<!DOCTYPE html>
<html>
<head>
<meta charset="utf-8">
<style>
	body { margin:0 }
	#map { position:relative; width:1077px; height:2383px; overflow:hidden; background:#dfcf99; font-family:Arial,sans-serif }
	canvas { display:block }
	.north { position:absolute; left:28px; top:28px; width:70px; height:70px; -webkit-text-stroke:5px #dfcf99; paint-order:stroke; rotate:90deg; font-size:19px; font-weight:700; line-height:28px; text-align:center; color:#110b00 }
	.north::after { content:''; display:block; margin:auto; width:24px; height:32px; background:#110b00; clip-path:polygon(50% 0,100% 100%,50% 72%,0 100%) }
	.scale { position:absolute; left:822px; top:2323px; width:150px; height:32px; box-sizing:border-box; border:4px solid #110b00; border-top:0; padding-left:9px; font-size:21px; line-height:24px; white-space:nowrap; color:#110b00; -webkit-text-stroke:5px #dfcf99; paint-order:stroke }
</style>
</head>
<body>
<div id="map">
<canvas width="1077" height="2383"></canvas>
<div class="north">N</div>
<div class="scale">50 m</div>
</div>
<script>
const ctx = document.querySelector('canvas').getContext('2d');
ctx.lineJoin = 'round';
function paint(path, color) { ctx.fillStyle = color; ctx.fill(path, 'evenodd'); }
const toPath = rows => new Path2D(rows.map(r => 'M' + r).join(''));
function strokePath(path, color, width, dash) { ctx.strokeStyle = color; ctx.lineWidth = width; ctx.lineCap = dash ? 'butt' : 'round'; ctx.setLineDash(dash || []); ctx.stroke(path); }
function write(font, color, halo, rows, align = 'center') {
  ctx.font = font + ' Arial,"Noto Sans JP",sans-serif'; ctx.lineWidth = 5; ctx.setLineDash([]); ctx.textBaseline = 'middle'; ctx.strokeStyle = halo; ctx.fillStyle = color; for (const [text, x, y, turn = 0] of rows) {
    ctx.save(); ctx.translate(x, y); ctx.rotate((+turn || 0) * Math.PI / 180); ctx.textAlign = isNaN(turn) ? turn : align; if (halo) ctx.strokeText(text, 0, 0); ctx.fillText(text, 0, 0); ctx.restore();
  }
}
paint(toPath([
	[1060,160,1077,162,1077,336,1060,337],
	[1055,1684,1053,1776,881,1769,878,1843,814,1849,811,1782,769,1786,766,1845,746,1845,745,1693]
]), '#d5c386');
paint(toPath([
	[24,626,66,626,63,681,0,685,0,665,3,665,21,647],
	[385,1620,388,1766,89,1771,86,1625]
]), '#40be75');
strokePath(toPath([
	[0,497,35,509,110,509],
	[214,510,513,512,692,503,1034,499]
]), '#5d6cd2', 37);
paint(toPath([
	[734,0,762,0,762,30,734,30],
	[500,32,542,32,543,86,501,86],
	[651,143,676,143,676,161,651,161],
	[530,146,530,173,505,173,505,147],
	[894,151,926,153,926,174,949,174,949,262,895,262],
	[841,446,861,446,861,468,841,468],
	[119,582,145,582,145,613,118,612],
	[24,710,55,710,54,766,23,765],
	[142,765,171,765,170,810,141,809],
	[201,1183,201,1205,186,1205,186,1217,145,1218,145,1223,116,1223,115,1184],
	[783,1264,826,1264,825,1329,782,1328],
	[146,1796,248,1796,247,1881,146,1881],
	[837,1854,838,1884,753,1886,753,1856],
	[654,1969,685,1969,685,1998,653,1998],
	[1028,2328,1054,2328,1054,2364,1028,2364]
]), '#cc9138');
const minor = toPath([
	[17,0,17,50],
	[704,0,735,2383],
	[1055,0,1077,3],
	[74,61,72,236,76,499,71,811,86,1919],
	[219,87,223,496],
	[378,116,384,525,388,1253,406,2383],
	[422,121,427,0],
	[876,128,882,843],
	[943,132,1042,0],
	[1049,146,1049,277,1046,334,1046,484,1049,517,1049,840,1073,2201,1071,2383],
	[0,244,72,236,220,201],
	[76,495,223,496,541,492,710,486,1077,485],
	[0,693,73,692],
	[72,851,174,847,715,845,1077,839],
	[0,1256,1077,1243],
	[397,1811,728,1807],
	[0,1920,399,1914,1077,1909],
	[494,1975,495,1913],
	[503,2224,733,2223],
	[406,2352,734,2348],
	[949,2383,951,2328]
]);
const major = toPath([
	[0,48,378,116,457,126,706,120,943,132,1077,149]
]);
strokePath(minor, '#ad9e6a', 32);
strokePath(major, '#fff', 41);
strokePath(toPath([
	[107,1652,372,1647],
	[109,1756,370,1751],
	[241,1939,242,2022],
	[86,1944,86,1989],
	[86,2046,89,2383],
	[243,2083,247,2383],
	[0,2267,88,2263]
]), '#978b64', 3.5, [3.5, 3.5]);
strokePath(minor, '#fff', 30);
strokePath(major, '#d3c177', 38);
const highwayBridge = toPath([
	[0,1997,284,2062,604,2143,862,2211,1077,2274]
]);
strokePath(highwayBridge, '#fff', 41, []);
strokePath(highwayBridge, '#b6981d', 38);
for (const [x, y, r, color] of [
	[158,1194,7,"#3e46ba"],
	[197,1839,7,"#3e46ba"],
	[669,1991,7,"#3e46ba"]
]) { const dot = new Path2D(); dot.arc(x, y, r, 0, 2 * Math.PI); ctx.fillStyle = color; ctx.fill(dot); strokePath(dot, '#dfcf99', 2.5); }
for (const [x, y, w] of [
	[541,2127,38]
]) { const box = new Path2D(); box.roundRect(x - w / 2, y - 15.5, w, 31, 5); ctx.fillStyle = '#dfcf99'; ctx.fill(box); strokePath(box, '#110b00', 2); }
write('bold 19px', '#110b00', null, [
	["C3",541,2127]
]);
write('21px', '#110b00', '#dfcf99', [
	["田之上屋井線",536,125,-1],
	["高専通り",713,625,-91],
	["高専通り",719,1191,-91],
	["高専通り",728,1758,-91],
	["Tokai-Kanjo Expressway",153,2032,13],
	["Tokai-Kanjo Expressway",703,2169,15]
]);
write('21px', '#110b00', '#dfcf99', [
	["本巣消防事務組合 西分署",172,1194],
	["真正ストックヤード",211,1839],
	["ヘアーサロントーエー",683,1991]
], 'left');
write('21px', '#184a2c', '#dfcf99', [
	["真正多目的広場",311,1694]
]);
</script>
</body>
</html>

| WHAT TO DO |
On how many lines above does the word "strokeStyle" appear? Answer with that figure only.

| WRITTEN SOLUTION |
2